# Performance CouchDB (NoSQL) vs. MySQL



## freez (27. Aug 2010)

Hallo,

ich beschäftige mich seit ein paar Tagen mit NoSQL System (speziell CouchDB und Cassandra). Bis jetzt habe ich viel mit iBatis und MySQL gemacht. Da die Java Clients für Cassandra entweder noch nicht ausgereift sind, oder ich einfach nur zu bl...d bin diese zu benutzen habe ich mit CouchDB4J gearbeitet. Ich war ganz angetan, vor allem weil die Werbebotschaften Performance, Einfachheit und ideal für Webanwendungen versprechen. Leider habe ich keinen Performancevergleich zwischen MySQL und CouchDB im Internet gefunden. Also habe ich selbst einen einfachen Performancetest erstellt. Hier mal die Bedingungen:

Hardware für Server und Client: VMWare Server 1 auf Windows XP Rechner, 512 MB RAM
Betriebssystem Datenbankserver: 2x Ubuntu 10 Server Grundinstallation

Anpassungen für CouchDB auf ersten Ubuntuserver:
- apt-get install couchdb
- bind_address in default.ini auf 0.0.0.0 geändert
- hier wird folgendes Dokument immer wieder geschrieben [{"data":"40 Zeichen Text"}]

Anpassungen für MySQL auf zweiten Ubuntuserver:
- apt-get install mysql-server
- bind_address in my.cnf auf 0.0.0.0 geändert
- Tabelle erstellt CREATE TABLE data (data VARCHAR(50),FULLTEXT (data));

Client: Windows XP, 1GB Ram
CouchDB Client:CouchDB4J
MySQL Client: iBatis

Test1: Schreiben von einer Million Daten a 40 Zeichen
Test2: Lesen von 1000, 10.000, 30.000, 100.000 Daten a 40 Zeichen

Im Anhang seht ihr, wie lange es dauert, um 1000 Daten a 40 Zeichen in die Datenbank zu schreiben in Abhängigkeit der Anzahl bereits vorhandener Daten. Ich finde es interessant, dass CouchDB mit der größer werdenden Menge der Daten immer langsamer wird, wogegen MySQL zum Ende etwas langsamer wird, aber eigentlich stabil bleibt.
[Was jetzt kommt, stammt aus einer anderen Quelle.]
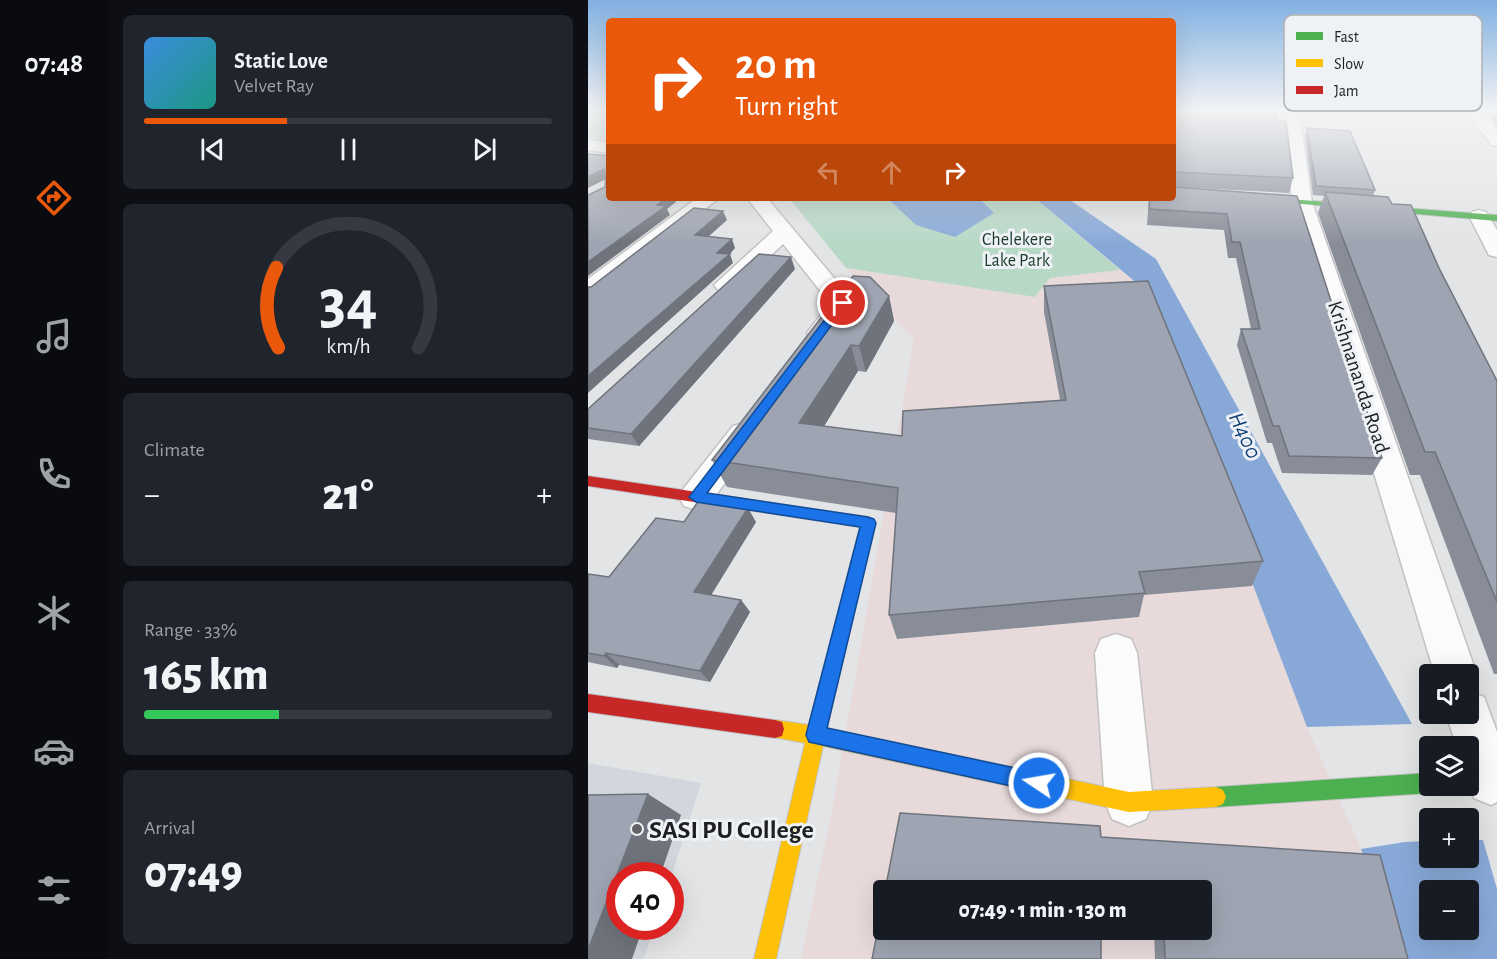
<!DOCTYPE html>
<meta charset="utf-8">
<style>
body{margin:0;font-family:"Alegreya Sans",sans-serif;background:#20242c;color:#f1f3f6;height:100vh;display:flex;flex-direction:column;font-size:22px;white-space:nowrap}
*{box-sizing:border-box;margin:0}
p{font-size:20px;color:#9ea1a6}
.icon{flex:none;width:33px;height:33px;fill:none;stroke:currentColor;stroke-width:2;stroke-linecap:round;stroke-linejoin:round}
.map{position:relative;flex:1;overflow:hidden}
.sheet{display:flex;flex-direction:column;gap:15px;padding:15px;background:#0d0f14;width:480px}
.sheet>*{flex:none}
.hud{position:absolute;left:18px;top:18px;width:570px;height:183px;border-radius:6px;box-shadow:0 6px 24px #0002;background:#ea580c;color:#fff;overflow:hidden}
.controls{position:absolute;left:831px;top:664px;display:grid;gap:12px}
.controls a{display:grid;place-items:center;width:60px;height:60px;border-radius:6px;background:#171b24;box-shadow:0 6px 24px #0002;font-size:30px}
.speed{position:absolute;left:18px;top:862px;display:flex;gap:12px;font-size:30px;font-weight:700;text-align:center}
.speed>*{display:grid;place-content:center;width:78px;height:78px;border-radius:50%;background:#171b24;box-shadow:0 6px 24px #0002;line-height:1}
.speed .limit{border:9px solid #d22;background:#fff;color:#111}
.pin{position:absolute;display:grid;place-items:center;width:51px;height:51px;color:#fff;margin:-26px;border:3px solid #fff;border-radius:50%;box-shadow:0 2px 6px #0007}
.me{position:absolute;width:66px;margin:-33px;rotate:282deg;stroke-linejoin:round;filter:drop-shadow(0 0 4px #0008)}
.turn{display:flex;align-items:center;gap:21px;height:126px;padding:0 30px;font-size:27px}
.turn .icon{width:78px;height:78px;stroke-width:2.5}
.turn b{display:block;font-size:42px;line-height:51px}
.lanes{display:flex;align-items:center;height:57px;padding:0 30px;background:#0003;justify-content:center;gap:30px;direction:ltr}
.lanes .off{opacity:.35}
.big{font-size:45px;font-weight:800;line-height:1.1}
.sheet .tile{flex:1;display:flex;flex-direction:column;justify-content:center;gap:9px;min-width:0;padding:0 21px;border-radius:9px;background:#20242c}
.sheet .dial{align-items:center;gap:0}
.dial svg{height:156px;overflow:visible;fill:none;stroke:#363941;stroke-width:7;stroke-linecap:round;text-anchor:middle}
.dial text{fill:#f1f3f6;stroke:none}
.song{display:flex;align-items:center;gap:18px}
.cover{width:72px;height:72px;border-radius:9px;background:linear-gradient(135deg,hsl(210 70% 55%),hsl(170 70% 35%))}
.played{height:6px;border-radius:3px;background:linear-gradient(90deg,#ea580c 35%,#363941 35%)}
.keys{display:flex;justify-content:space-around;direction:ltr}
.heat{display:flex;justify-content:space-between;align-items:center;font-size:33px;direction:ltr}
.charge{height:9px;border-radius:4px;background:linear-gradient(90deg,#34c759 33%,#363941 0)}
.trip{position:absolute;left:285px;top:880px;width:339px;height:60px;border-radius:6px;background:#171b24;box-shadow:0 6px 24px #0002;font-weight:800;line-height:60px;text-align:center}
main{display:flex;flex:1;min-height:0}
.tab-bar{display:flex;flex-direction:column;width:108px;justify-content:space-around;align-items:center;background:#090b0e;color:#9ea1a6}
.tab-bar .icon{width:42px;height:42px}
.tab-bar .current{color:#ea580c}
.tab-bar b{font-size:27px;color:#f1f3f6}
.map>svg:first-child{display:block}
.built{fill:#d3d7dd}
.industrial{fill:#e8dadb;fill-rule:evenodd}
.green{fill:#b8d8c6}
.water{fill:#88a9d7;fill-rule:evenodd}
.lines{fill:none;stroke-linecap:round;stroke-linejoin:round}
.street-casing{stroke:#c2c2c4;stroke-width:3}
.fast-casing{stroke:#c2c2c4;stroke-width:2}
.slow-casing{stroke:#c2c2c4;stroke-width:2}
.jam-casing{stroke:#c2c2c4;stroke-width:2}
.street{fill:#fbfbfb;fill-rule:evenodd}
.fast{fill:#4caf50;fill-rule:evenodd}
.slow{fill:#ffc107;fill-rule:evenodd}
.jam{fill:#c62828;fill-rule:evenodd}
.wall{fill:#888d98}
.shaded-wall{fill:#6f737c}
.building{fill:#9ea4b1;stroke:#6f737c;stroke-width:1.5}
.route{fill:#1a73e8;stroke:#114b97;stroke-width:1.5}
.poi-dot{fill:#636466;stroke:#eef1f5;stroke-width:2}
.labels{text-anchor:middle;stroke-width:6;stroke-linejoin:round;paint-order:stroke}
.far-park-label{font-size:18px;fill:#173b28;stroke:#eef1f5}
.street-label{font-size:21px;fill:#1f1f21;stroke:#eef1f5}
.water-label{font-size:22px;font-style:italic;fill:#0a3b74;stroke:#eef1f5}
.near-poi-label{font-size:26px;font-weight:bold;fill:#1f1f21;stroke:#eef1f5;text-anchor:start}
.key{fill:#eef1f5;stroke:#b0b2b5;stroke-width:1.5}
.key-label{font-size:16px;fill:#1f1f21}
</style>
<main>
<nav class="tab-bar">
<b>07:48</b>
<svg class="icon current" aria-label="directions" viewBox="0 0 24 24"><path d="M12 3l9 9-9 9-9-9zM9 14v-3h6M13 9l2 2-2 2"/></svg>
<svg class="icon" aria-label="music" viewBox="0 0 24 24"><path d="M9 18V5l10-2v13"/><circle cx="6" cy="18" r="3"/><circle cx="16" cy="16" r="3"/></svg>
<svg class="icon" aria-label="phone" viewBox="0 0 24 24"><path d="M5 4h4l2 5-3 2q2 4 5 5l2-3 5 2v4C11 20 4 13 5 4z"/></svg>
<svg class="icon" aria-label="climate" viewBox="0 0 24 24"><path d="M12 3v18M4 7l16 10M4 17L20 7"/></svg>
<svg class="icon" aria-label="car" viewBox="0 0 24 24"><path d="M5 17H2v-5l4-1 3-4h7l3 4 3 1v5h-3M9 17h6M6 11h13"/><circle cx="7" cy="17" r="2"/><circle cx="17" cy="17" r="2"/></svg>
<svg class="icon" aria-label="filters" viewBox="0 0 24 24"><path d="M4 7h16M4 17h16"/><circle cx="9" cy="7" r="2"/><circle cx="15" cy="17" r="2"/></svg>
</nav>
<section class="sheet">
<div class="tile">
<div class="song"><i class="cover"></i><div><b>Static Love</b><p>Velvet Ray</p></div></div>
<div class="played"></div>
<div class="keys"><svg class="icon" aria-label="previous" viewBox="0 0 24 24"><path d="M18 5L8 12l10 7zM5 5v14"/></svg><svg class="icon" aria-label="pause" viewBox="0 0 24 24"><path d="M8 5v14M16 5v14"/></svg><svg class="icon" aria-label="next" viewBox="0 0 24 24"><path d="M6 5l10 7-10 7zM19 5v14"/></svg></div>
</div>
<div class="tile dial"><svg viewBox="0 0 100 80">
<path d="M14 69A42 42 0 1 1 86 69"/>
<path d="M14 69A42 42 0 0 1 13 28" stroke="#ea580c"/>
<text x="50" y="56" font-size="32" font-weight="700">34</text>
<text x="50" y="72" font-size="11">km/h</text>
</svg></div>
<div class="tile"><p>Climate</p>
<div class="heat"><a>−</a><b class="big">21°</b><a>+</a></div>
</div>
<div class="tile"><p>Range · 33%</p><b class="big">165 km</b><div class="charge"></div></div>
<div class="tile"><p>Arrival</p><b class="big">07:49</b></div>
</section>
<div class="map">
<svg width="909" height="959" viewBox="0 0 909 959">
<rect width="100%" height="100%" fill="#e2e4e6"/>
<polygon class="built" points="0,763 113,783 83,877 32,876 32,927 66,927 56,959 0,959"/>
<path class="industrial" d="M258 268 447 297 462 278 532 270 551 285 719 727 773 849 811 959H213L245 805 326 339ZM296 891H614V930H296Z"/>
<g class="green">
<polygon points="0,109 21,109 21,141 0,137"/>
<polygon points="201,198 299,198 328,225 406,213 391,198 447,198 532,270 462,278 447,297 258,268"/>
</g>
<g class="water">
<polygon points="299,198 391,198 406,213 367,237 328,225"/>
<polygon points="447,198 479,198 568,259 824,724 719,727 551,285"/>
<path d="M881 840H895L909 889V959H811L773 849 817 842 841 841 842 858H880ZM842 891H880V930H842Z"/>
</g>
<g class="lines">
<defs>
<g id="street">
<polygon points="691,109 707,109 714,130 724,202 889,675 880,690 880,675 847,675 704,202 698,130"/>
<polygon points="878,109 893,109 909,130 909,146 903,145"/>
<polygon points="0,140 21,143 21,153 0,150"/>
<polygon points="109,198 131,198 8,295 0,297 0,279"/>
<path d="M159 198H179L267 303C256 320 245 344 223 339L219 333 242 303 195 244 146 290 138 292 130 290 126 285 185 231Z"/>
<polygon points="891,210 898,212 909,230 909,257 901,255 881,216 884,212"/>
<polygon points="156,423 167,426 171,434 167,442 120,506 108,510 96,506 91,497 96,488 145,426"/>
<polygon points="528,634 543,639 549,653 565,802 558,819 541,826 524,819 517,802 507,653 513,639"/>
<polygon points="880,691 896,697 909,732 909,802 903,805 886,798 880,784 880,747 869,747 858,714 880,714"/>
</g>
<g id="fast">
<polygon points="585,193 714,200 909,215 909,221 714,204 585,197"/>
<polygon points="842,773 842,786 850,786 849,790 842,793 628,807 621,804 618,797 621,790 628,787"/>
</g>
<polygon id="slow" points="278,525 283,527 285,531 239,728 541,792 628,787 635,790 638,797 635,804 628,807 541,812 235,746 188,959 166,959 217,743 180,736 178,729 180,722 187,720 221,725 271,531 273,527"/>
<g id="jam">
<polygon points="0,476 280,517 285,519 287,523 283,535 278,537 273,535 272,527 0,486"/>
<polygon points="0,694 187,720 194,722 196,729 194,736 187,738 0,712"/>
</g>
</defs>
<use href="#street" class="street-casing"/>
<use href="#fast" class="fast-casing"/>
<use href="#slow" class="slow-casing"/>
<use href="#jam" class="jam-casing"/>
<use href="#street" class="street"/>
<use href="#fast" class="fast"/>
<use href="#slow" class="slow"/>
<use href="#jam" class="jam"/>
</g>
<g class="wall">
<polygon points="585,109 680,109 680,113 585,110 705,178 701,193 585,187 709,196 794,458 784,475 694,473 684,443 679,443 649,345 653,329 663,329 648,258 640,258 636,230 559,225 561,198 585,198"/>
<polygon points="896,109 909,109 909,126"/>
<polygon points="719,128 787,190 785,196 804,204 851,268 909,381 909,674 906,674 832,475 822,475 730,213 736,196 725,195 717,136"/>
<polygon points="207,269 51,446 0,439 0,409"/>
<polygon points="456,286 675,561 664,586 556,595 551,617 309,639 301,615 308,513 139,487 124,460 301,296 306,321 278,372 270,371 236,426 314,436 472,400 456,312"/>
<polygon points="168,522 123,595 153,600 162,612 122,682 31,665 29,668 0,662 0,574 21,577"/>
<polygon points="513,837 820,959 567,959 566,930 614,930 614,891 297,891"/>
</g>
<g class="shaded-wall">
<polygon points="16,169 20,178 0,188 0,177"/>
<polygon points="78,198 86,198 88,202 79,209 82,215 0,276 0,262"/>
<polygon points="135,211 139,220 111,245 107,235"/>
<polygon points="144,239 147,248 142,254 145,263 0,393 0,376"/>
<polygon points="203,257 207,269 51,446 43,434"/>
<polygon points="301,296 306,321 278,372 271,346"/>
<polygon points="263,345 270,371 222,449 211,423"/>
<polygon points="160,508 168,522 117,605 106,592"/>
<polygon points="153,600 162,612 122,682 112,671"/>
<polygon points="18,653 31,665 29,668 16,656"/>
<polygon points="60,794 93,815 72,876 32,876 32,927 55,927 44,959 0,959 0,950"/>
</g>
<g class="building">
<polygon points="585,109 585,110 688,115 689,120 698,121 705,178 587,172 585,181"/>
<polygon points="719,128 762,131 787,190 728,186"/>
<polygon points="0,154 21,156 21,198 78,198 69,205 78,206 0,262 0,195 17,187 18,170 16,169 0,177"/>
<polygon points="585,187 709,196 794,458 701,456 691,426 685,426 653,329 672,329 652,242 644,242 639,214 561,209 562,198 585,198"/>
<polygon points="737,192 800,197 804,204 823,205 851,268 909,381 909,602 847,452 837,452"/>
<polygon points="106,208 135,211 107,235 144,239 129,253 142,254 0,376 0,287 3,287"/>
<polygon points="171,254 203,257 43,434 0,428 0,409"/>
<polygon points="265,276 282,277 301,296 271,346 263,345 211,423 314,436 315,411 478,400 456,286 560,281 675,561 551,572 557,593 301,615 310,488 124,460"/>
<polygon points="111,500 160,508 106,592 153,600 112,671 18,653 16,656 0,653 0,574 21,577 68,518 96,522"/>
<polygon points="60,794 0,950 0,795"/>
<polygon points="312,813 512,826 513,837 792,855 820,959 577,959 576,930 614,930 614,891 573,891 573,888 513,889 513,891 297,891"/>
<polygon points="296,899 296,930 513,930 513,959 284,959"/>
</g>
<linearGradient id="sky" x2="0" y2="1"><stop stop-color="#81b0e1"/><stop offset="0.45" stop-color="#f2f3f4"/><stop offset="1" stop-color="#f2f3f4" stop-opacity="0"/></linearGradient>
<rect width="909" height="244" fill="url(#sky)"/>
<polygon class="route" points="251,301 260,303 119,493 280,517 286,519 288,523 239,728 451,773 458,776 461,783 458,790 451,792 221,742 218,735 272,527 108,502 101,497"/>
<circle class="poi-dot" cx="49" cy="829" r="6"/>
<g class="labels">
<g class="far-park-label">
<text x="429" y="245">Chelekere<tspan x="429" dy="21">Lake Park</tspan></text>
</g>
<g class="street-label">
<text transform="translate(771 377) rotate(72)" y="7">Krishnananda Road</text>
</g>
<g class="water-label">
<text transform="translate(658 435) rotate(65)" y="8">H400</text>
</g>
<g class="near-poi-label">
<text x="61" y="838">SASI PU College</text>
</g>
</g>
<rect x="696" y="15" width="198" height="96" rx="9" class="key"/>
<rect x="708" y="32" width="27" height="8" fill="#4caf50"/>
<rect x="708" y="59" width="27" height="8" fill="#ffc107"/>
<rect x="708" y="86" width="27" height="8" fill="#c62828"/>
<g class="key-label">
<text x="746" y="42">Fast</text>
<text x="746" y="69">Slow</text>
<text x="746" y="96">Jam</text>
</g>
</svg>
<div class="controls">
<a><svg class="icon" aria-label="sound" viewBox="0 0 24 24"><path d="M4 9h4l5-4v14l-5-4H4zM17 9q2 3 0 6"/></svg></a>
<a><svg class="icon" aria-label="layers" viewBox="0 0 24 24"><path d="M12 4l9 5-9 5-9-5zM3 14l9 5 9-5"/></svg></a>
<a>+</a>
<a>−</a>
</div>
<div class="speed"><div class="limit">40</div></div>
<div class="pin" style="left:255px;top:303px;background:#d93025"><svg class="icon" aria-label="arrive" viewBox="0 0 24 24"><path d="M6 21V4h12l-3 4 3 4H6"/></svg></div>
<svg class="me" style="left:451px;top:783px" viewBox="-20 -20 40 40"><circle r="17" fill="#1a73e8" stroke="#fff" stroke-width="3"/><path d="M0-11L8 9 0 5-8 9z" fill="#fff"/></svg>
<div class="trip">07:49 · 1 min · 130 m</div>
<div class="hud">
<div class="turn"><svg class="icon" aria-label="right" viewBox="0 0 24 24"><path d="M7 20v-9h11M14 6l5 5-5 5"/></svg><div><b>20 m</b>Turn right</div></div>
<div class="lanes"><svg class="icon off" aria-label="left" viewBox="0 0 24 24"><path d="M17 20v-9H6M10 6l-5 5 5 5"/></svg><svg class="icon off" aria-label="ahead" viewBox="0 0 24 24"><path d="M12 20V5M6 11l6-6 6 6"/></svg><svg class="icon" aria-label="right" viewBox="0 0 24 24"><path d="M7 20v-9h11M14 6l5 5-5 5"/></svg></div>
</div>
</div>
</main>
Interessant ist dabei auch die Datenmenge. Normalerweise erzeuge ich rund 45 MB Daten (1.000.000 * 40 * 1Byte/Char)Byte. MySQL hat dann 48 MB Daten in der Datenbank liegen und 78 MB an Indexes. Die Datenbank in CouchDB ist 2.000MB !!!!! groß.

Das Lesen der Daten ist auch interessant:
CouchDB
1.000 Texte mit 40 Zeichen           250ms
10.000 Texte mit 40 Zeichen       1.735ms
30.000 Texte mit 40 Zeichen       4.704ms
100.000 Texte mit 40 Zeichen     HeapSpace Error

MySQL
1.000 Texte mit 40 Zeichen          406ms
10.000 Texte mit 40 Zeichen        828ms
30.000 Texte mit 40 Zeichen      1.030ms   
100.000 Texte mit 40 Zeichen    1.700ms

Noch ein Hinweis dazu: Bei CouchDB habe ich nur die Indizies geladen. Die eigentlichen Daten müsste ich noch extra nachladen. Ich habe natürlich auch das versucht, aber da braucht CouchDB 3x so lang und der Heap Space Error erscheint schon nach 12.000 Texten. Bei MySQL hatte ich die Daten nach den Zeiten in einer java.util.List vorliegen.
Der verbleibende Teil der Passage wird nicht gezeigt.